The second Vi videoconference organized for core member, the Belarus State Economic University (BSEU), conducted on February 18, gave 25 students and lecturers the opportunity to discuss global and regional foreign direct investment (FDI) trends with Kalman Kalotay, of UNCTAD’s Division on Investment and Enterprise. The videoconference was once again hosted by the United Nations Development Programme office in Minsk.

“Global FDI fell by 18 percent – to about USD 1.3 trillion – in 2012,” Kalotay reported. “Developed countries were mainly responsible for this decline, as the global economic recovery takes longer than expected."

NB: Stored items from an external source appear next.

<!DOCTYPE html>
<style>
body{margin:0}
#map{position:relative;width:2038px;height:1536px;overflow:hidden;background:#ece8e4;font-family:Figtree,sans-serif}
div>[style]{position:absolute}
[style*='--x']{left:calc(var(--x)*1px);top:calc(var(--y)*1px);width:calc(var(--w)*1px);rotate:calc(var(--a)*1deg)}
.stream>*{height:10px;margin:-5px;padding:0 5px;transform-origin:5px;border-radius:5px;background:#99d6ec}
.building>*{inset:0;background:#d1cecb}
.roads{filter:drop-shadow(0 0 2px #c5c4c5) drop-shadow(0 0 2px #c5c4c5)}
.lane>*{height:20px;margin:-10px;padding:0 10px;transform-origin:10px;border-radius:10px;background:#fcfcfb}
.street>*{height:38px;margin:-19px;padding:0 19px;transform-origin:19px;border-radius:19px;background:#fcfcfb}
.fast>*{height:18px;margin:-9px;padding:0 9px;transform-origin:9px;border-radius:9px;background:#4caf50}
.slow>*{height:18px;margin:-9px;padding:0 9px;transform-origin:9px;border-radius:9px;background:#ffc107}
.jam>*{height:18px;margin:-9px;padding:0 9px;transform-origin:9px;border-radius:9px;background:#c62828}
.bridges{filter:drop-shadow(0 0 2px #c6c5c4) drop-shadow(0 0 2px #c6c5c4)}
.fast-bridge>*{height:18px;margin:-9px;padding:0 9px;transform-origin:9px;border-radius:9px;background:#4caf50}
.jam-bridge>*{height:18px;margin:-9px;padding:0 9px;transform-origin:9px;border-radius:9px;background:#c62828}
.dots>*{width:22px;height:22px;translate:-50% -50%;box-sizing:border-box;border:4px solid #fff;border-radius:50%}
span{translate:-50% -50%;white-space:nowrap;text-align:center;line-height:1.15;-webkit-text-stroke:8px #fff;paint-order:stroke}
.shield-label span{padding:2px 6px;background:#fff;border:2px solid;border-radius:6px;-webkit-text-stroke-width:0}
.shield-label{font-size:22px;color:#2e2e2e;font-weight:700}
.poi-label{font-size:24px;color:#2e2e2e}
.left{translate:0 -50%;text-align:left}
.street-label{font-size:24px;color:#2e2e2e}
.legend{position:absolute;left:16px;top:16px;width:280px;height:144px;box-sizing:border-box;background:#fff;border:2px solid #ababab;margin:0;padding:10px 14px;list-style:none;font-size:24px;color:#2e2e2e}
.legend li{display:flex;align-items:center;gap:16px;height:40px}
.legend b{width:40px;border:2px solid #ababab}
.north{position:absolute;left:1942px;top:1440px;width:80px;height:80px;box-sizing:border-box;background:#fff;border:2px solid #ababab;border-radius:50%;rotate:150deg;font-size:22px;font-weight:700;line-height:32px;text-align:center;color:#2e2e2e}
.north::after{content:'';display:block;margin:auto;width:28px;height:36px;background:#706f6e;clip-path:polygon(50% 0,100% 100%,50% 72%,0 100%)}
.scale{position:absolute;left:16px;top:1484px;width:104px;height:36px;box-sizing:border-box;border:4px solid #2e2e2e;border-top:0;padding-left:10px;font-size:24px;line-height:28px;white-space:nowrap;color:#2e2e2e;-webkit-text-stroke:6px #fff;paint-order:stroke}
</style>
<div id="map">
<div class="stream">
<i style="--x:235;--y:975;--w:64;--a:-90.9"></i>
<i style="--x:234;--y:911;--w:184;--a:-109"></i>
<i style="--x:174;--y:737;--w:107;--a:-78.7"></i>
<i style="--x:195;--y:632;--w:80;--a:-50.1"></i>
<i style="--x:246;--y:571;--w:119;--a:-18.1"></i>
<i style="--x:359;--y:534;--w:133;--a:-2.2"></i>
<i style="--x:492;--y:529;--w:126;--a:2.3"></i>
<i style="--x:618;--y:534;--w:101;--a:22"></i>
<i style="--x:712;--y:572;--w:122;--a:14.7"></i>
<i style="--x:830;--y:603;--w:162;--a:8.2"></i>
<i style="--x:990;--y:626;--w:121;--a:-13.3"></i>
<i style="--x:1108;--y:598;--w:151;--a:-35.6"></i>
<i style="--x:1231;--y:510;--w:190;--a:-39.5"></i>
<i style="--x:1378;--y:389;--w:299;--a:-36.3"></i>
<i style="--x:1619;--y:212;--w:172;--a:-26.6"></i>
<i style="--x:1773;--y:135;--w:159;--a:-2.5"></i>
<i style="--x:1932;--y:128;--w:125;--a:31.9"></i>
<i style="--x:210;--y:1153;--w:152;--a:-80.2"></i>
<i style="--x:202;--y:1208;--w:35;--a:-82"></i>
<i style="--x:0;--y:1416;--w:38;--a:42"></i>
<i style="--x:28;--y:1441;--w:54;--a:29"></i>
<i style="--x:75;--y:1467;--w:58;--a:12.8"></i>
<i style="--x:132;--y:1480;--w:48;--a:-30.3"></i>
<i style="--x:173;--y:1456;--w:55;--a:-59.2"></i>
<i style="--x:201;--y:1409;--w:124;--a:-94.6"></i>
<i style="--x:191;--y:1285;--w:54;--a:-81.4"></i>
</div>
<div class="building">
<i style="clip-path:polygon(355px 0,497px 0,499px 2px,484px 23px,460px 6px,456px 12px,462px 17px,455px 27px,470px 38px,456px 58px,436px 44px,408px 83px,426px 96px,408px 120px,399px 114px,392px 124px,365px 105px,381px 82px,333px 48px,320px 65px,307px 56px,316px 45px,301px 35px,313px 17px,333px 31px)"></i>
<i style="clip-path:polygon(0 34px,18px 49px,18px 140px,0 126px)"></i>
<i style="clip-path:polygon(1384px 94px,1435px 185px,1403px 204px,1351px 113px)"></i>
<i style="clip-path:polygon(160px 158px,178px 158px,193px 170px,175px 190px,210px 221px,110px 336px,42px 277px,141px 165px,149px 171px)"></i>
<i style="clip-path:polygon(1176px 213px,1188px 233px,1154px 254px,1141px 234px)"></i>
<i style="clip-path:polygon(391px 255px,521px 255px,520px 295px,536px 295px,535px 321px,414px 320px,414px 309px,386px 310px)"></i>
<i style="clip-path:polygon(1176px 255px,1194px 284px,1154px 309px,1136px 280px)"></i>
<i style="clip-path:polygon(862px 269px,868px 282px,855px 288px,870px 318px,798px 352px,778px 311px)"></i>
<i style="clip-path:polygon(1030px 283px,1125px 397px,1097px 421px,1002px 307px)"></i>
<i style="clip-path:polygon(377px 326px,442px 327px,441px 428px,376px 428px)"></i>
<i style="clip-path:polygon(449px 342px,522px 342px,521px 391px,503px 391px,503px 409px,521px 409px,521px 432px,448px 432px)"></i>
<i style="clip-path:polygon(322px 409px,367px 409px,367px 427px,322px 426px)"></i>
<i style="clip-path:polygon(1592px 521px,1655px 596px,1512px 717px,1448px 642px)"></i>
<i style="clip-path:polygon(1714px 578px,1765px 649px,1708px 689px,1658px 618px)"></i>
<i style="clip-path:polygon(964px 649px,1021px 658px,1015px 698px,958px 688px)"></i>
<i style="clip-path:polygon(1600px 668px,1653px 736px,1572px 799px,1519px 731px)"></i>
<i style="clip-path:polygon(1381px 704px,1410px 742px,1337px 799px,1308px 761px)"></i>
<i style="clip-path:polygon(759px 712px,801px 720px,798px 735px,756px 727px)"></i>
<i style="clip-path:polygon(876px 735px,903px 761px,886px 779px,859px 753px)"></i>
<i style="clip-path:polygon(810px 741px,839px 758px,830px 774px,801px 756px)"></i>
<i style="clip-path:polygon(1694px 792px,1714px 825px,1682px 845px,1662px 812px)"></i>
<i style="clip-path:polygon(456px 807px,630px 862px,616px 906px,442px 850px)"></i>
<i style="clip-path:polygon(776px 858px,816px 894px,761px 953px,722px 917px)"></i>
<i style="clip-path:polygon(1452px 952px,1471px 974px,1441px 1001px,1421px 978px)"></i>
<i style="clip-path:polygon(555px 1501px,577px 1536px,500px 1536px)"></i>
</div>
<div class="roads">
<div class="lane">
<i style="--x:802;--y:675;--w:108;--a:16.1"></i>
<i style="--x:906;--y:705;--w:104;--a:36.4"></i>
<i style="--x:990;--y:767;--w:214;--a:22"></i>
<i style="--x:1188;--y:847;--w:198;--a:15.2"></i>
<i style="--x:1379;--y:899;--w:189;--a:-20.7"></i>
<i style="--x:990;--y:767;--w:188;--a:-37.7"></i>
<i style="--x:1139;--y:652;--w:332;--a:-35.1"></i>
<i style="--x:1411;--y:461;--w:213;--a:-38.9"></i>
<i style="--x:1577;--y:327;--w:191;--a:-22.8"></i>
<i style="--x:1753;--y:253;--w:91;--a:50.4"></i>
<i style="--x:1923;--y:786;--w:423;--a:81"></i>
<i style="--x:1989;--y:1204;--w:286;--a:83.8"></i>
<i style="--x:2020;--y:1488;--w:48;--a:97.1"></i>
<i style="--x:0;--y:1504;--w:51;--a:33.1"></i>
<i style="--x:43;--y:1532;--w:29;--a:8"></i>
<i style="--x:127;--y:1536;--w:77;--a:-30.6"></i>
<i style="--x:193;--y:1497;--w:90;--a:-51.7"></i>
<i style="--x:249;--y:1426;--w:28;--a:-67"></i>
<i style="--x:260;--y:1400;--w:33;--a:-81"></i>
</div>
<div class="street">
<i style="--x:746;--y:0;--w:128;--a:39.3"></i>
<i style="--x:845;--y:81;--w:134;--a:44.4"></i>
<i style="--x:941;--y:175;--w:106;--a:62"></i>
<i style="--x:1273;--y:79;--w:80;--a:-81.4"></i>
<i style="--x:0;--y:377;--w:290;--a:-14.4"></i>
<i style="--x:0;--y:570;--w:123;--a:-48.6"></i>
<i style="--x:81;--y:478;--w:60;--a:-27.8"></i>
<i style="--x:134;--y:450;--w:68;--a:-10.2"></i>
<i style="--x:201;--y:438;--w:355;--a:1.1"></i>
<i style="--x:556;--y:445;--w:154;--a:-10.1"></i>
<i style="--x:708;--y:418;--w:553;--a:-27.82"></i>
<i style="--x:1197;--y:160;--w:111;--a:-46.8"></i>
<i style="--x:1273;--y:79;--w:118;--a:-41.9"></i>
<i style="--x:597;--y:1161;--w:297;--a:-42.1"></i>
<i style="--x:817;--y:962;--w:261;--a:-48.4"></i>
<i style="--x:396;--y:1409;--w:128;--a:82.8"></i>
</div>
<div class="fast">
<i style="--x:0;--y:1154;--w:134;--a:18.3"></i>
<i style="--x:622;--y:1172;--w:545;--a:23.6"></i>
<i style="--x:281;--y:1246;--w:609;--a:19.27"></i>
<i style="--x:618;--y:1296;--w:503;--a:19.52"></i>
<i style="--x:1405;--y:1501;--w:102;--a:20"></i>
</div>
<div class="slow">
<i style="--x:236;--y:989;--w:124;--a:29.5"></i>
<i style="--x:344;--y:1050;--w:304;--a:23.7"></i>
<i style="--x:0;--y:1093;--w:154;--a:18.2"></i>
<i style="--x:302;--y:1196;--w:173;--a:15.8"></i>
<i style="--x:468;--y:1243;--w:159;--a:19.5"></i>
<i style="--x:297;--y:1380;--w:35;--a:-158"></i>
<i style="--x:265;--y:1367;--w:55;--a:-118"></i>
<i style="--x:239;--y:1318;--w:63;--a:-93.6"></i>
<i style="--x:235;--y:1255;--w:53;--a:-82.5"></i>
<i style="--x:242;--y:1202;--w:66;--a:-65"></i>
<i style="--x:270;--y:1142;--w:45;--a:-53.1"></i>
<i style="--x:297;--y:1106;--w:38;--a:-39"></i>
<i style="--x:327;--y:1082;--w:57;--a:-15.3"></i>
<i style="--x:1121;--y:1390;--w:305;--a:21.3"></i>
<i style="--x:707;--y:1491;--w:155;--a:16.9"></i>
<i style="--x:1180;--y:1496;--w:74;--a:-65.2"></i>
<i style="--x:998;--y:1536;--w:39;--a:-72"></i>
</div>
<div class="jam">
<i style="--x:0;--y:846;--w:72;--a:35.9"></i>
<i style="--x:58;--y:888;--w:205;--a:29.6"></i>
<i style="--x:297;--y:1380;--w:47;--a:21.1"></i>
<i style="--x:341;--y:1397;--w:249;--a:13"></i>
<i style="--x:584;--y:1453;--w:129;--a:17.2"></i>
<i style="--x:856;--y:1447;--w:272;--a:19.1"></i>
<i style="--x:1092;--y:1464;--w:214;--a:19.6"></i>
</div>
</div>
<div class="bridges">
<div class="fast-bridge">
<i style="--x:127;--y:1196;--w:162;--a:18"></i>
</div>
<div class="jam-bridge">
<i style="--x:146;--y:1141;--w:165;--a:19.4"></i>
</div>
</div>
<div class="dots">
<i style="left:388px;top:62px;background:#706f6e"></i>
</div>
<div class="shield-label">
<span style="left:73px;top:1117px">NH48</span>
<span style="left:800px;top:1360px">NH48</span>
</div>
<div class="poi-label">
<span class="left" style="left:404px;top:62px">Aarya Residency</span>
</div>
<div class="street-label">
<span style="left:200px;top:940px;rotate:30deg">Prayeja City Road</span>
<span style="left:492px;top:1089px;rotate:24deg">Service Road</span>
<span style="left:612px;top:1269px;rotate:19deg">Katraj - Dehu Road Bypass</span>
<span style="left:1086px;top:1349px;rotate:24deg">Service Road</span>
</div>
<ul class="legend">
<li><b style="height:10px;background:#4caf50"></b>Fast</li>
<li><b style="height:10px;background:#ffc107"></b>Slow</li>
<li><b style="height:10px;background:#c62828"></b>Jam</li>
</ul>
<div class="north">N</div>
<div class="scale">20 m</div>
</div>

With USD 680 billion, “developing countries surpassed developed countries in FDI inflows for the first time since 1971, when UNCTAD started recording FDI data," he added.

The evolution of FDI inflows was not uniform across regions. While Latin America and the Caribbean registered positive growth in 2012, inflows to China declined slightly and developing Asia lost 9.5 percent. The rise was strongest in South America due to the sub-region's economic buoyancy, leading to a significant number of market-seeking investments, Kalotay explained.

After a strong recovery in 2011, flows to transition economies remained flat in 2012, with a slight decline in Russia, he told the Belarusian audience.

"CIS economies benefit from natural-resource-seeking FDI, while South-East Europe attracts manufacturing FDI," he explained, citing WIR results that found 85 percent of regional inflows concentrated in Russia, Kazakhstan, Ukraine, Belarus and Turkmenistan. 

Given a more investor-friendly business environment in the region, new privatization programmes, Russia’s accession to the WTO, and the rise in investments from other developing countries, "FDI flows to the region are expected to continue to grow in the medium term," he concluded.

The subsequent discussion raised issues related to the comparison of privatization and other forms of FDI, ways of measuring FDI, the sustainability of current FDI trends at a global level, and the challenges and opportunities for FDI in the region in general, and in relation to the WTO membership of the countries of the region, and of  Russia in particular.